Work required:
Your output should be each line from the material below that has the word "Minified".

Given information:

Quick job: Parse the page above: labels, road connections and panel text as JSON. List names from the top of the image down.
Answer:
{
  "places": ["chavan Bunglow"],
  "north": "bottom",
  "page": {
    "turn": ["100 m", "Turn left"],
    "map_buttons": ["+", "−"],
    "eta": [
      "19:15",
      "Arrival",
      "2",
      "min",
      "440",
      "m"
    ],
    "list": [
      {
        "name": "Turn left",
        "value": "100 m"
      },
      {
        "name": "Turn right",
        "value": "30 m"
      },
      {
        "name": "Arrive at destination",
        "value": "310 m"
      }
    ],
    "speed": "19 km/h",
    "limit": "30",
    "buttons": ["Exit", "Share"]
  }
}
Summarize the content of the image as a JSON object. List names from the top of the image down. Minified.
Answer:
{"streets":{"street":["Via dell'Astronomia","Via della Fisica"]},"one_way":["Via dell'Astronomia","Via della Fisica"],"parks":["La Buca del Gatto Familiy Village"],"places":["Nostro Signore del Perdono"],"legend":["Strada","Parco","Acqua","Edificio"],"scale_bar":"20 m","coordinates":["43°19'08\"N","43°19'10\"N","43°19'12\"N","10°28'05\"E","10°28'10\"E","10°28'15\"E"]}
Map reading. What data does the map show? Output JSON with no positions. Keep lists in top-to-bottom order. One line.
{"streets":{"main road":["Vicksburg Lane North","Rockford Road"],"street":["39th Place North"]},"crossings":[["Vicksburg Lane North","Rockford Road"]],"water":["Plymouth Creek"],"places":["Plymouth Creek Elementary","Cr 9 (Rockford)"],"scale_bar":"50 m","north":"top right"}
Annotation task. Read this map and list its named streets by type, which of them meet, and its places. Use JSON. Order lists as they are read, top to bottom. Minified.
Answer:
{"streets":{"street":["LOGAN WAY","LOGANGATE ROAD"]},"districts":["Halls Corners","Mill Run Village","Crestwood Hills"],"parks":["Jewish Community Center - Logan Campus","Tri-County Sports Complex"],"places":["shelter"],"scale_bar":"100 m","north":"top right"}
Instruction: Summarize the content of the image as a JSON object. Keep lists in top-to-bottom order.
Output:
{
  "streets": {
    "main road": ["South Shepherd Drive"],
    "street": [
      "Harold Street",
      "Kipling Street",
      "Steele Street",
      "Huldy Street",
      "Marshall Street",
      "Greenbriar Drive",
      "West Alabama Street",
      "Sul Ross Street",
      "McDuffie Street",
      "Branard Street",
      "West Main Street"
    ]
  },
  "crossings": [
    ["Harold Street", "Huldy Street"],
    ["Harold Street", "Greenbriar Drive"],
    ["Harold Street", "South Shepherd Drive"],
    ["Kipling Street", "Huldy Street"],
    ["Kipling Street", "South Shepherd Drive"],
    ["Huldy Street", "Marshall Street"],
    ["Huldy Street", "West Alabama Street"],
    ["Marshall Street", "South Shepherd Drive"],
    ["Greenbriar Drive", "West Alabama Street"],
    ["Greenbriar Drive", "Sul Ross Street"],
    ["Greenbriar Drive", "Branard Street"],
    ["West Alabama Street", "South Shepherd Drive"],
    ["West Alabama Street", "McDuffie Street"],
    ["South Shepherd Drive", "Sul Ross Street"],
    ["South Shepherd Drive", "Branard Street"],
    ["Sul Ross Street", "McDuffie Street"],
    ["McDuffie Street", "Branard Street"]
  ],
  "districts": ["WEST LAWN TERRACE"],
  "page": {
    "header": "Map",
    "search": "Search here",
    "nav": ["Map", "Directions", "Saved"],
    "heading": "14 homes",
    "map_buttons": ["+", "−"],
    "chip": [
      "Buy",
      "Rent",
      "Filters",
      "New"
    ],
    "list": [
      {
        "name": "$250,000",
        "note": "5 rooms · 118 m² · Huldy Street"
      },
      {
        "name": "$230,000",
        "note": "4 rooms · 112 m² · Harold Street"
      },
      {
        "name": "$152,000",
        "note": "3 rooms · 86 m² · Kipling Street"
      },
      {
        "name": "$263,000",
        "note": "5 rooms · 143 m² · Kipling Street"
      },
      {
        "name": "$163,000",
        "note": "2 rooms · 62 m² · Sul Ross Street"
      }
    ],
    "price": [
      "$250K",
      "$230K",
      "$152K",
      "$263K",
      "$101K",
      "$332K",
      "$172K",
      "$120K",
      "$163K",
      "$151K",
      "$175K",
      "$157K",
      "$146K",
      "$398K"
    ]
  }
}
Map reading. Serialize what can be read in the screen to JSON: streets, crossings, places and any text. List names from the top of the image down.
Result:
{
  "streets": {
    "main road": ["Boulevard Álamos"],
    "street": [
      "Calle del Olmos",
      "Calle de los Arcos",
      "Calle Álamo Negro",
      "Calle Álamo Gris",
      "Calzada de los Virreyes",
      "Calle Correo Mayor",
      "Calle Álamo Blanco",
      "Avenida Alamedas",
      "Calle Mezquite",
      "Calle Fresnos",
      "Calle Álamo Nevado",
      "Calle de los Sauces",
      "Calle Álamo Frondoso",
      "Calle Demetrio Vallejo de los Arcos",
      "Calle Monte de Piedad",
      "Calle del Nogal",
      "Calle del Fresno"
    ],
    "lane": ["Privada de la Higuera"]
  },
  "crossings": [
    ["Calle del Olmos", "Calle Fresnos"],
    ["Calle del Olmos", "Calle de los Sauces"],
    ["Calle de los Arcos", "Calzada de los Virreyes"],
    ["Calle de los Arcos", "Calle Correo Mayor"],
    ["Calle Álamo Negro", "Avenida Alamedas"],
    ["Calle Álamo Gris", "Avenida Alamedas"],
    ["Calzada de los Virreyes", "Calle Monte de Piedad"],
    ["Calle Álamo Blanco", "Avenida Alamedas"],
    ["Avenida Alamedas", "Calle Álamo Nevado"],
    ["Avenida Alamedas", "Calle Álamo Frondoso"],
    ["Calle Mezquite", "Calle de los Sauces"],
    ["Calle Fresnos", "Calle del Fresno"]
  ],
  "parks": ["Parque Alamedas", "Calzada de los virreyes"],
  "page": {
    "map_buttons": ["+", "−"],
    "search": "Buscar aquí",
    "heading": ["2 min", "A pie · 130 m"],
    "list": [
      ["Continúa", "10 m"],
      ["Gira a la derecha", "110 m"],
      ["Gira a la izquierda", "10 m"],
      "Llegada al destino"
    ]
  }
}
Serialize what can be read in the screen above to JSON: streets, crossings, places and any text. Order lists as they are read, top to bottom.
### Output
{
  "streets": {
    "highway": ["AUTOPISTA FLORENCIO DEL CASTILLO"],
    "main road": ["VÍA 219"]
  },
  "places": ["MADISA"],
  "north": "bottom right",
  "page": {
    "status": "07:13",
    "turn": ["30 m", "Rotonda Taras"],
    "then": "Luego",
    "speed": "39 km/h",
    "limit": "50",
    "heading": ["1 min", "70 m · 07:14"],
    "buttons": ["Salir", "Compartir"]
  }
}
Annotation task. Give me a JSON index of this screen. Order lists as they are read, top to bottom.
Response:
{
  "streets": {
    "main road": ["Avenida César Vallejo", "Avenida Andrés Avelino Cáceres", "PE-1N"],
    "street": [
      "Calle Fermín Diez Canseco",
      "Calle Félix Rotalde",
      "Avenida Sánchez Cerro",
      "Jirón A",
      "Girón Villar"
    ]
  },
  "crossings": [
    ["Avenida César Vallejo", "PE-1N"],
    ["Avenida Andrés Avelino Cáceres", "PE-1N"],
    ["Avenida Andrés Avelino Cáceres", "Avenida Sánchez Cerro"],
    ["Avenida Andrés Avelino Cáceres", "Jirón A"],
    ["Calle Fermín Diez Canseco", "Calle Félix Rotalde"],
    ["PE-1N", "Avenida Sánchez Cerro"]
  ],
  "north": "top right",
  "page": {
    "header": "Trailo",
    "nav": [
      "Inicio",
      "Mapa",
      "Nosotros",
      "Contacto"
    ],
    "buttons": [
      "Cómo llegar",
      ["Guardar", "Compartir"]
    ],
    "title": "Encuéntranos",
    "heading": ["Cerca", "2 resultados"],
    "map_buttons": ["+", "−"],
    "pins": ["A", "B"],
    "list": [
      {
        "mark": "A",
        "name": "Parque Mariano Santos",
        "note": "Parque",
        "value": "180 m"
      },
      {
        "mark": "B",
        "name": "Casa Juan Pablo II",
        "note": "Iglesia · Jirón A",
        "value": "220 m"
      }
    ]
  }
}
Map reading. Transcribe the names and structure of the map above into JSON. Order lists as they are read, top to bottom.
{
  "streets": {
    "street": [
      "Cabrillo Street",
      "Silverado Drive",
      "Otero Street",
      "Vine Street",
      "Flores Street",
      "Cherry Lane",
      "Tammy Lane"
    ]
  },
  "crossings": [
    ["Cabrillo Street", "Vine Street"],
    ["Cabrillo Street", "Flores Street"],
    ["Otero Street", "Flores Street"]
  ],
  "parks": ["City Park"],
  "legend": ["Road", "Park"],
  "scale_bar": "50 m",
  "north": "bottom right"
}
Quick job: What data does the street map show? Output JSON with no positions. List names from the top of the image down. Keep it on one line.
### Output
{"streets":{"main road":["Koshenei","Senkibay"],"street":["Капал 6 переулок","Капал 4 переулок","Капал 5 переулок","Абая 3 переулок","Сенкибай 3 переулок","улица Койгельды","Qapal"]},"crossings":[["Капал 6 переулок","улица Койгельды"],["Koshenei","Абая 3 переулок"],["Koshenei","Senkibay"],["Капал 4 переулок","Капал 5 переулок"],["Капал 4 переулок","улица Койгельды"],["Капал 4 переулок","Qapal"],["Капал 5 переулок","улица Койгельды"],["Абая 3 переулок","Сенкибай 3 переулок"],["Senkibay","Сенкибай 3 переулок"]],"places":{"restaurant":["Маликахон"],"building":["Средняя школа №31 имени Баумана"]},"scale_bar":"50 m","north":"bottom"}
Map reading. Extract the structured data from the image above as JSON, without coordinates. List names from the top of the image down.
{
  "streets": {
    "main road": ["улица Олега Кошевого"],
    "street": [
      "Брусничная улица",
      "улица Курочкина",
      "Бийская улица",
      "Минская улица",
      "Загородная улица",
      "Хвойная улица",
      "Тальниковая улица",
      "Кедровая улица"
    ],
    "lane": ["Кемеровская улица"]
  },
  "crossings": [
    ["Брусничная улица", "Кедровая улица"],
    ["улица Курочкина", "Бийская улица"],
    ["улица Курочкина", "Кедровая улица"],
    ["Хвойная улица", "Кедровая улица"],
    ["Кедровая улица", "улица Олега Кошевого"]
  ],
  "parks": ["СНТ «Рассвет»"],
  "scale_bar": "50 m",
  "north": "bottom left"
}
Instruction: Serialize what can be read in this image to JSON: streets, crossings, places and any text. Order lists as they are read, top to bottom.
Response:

Final answer:
Summarize the content of the image as a JSON object. List names from the top of the image down. Minified.
Annotation task. Read this map and list its named streets by type, which of them meet, and its places. Use JSON. Order lists as they are read, top to bottom. Minified.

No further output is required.